Assignment -
Find the line with "Enumerate the street" in the data below. Repeat it and every line after it up to the end, exactly, but drop the pictures.

((

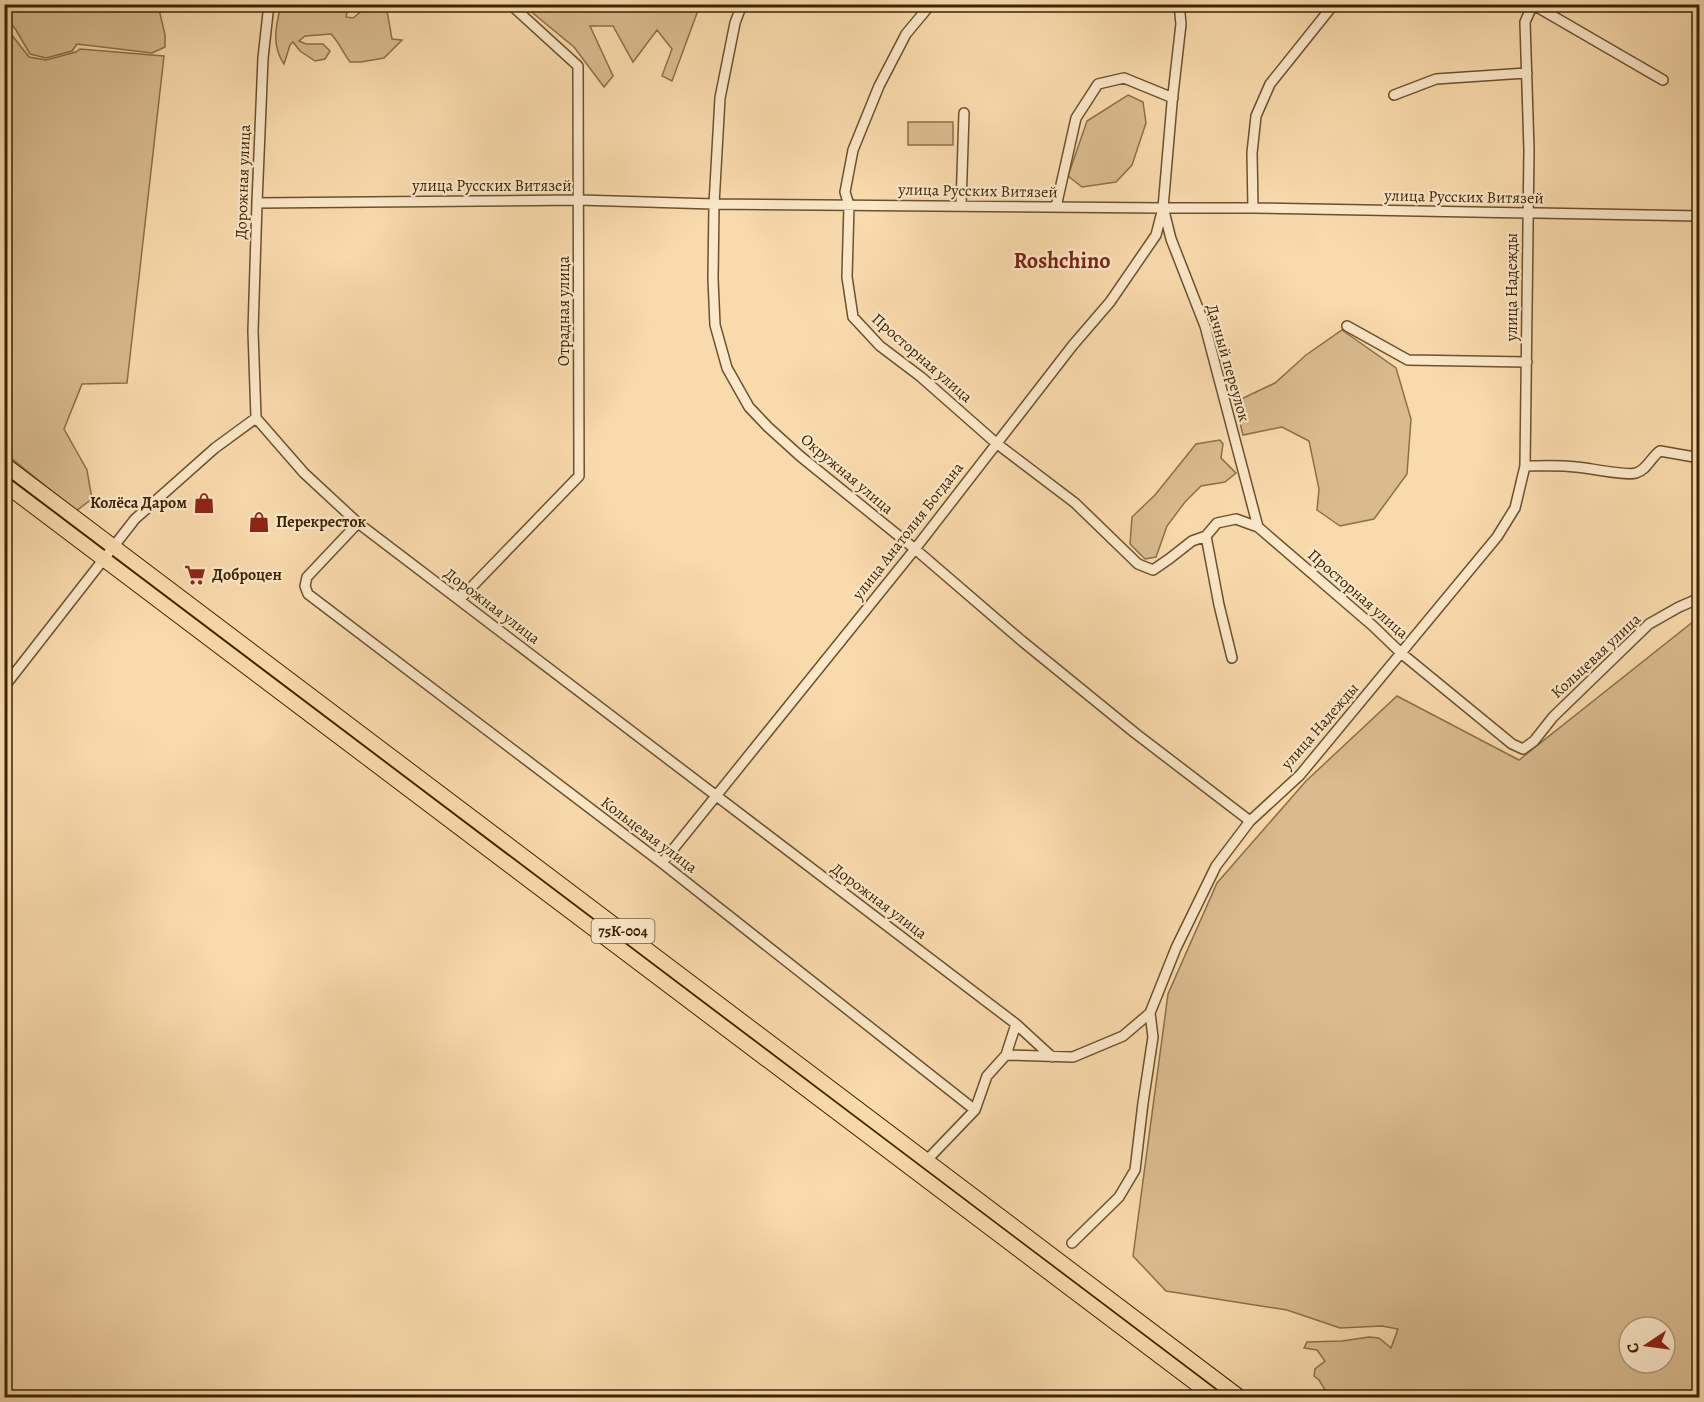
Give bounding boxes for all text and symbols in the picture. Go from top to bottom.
street label: Дорожная улица [230,124,256,240]
street label: улица Русских Витязей [411,175,572,197]
street label: улица Русских Витязей [897,179,1058,203]
street label: улица Русских Витязей [1383,185,1544,209]
street label: улица Надежды [1501,233,1523,342]
district label: Roshchino [1013,246,1111,276]
street label: Отрадная улица [553,255,575,366]
street label: Дачный переулок [1201,302,1255,424]
street label: Просторная улица [867,308,978,408]
street label: Окружная улица [796,429,899,520]
street label: улица Анатолия Богдана [847,457,969,605]
shop icon: Колёса Даром [192,491,216,515]
place label: Колёса Даром [90,492,187,514]
shop icon: Перекресток [247,510,271,534]
place label: Перекресток [276,511,366,533]
street label: Просторная улица [1303,544,1414,644]
supermarket icon: Доброцен [183,563,207,587]
street label: Дорожная улица [439,563,545,650]
place label: Доброцен [212,564,282,586]
street label: Кольцевая улица [1546,608,1646,703]
street label: улица Надежды [1275,678,1364,775]
street label: Кольцевая улица [596,791,702,879]
street label: Дорожная улица [826,858,932,945]
road number: 75К-004 [592,919,654,943]
north arrow [1617,1315,1677,1375]
text: С [1622,1341,1645,1355]

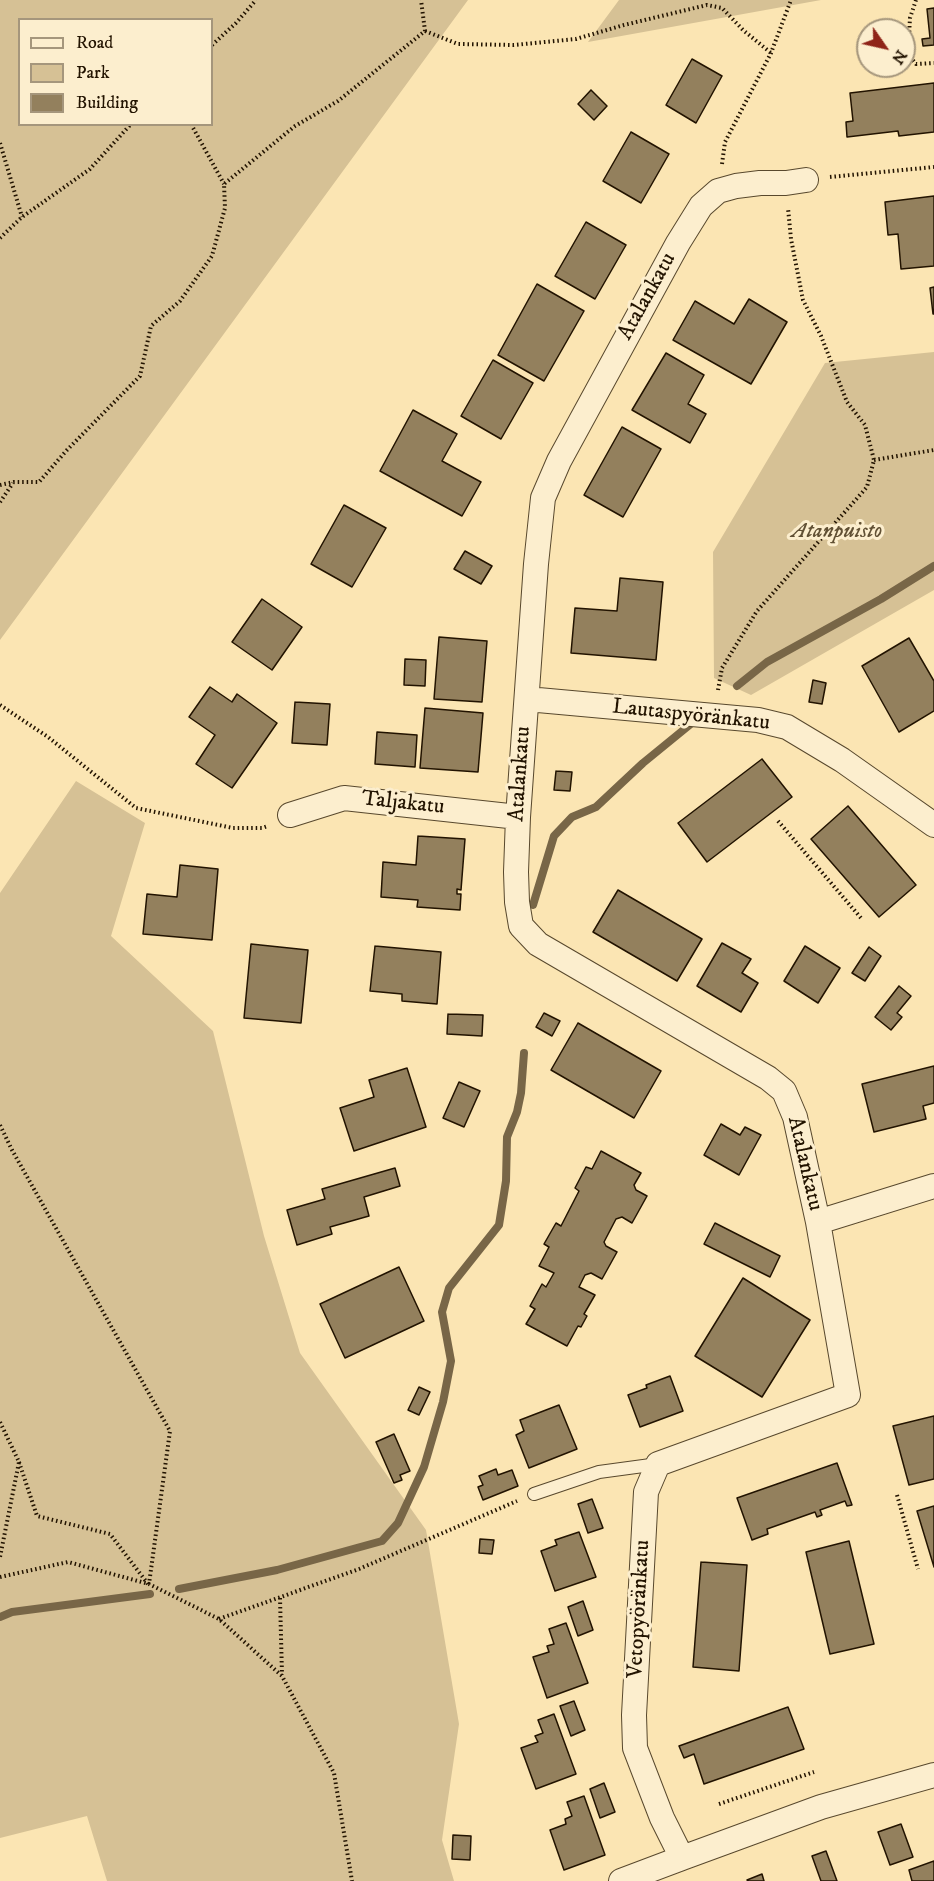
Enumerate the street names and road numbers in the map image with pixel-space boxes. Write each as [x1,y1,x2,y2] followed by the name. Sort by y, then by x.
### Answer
[613,249,683,345] street label: Atalankatu
[611,695,771,737] street label: Lautaspyöränkatu
[504,725,538,823] street label: Atalankatu
[360,787,446,821] street label: Taljakatu
[780,1114,828,1214] street label: Atalankatu
[623,1539,657,1679] street label: Vetopyöränkatu

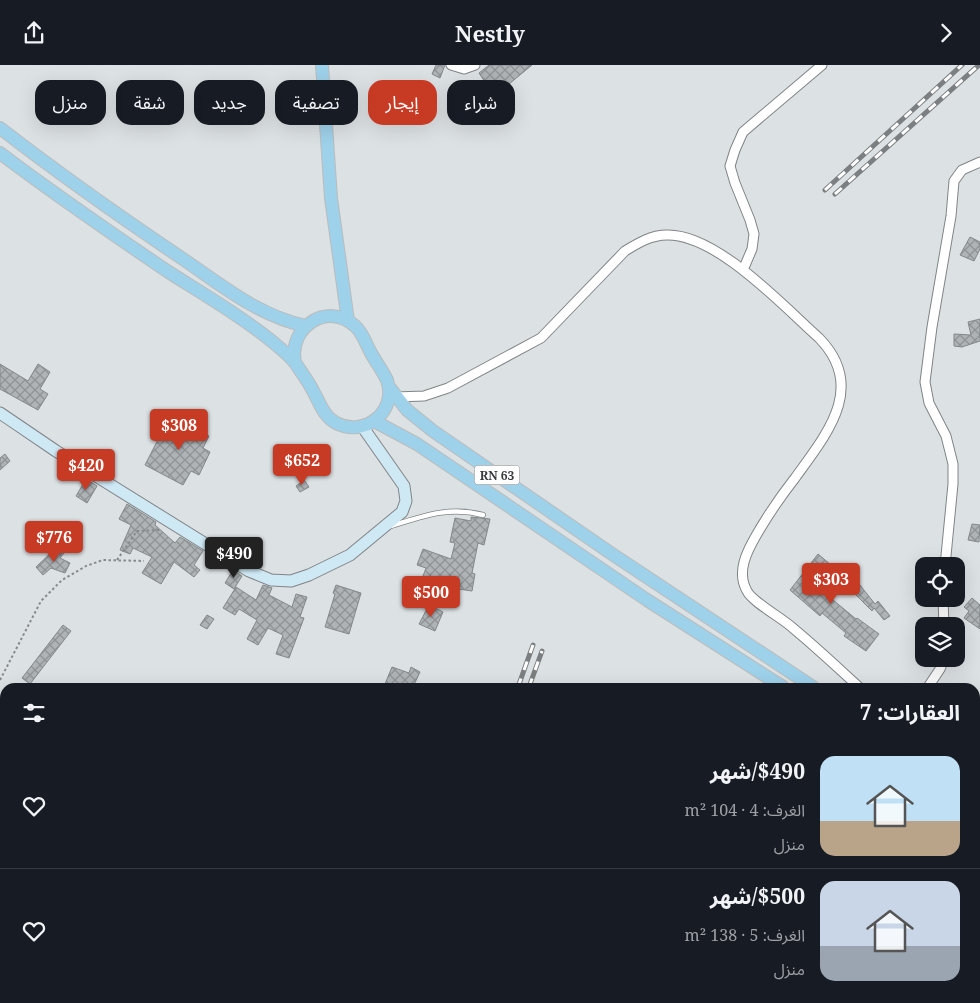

))

Completed exercise -
Enumerate the street names and road numbers in the map image with pixel-space boxes. Write each as [x1,y1,x2,y2] followed by the name. Sort by y, then by x.
### Answer
[613,249,683,345] street label: Atalankatu
[611,695,771,737] street label: Lautaspyöränkatu
[504,725,538,823] street label: Atalankatu
[360,787,446,821] street label: Taljakatu
[780,1114,828,1214] street label: Atalankatu
[623,1539,657,1679] street label: Vetopyöränkatu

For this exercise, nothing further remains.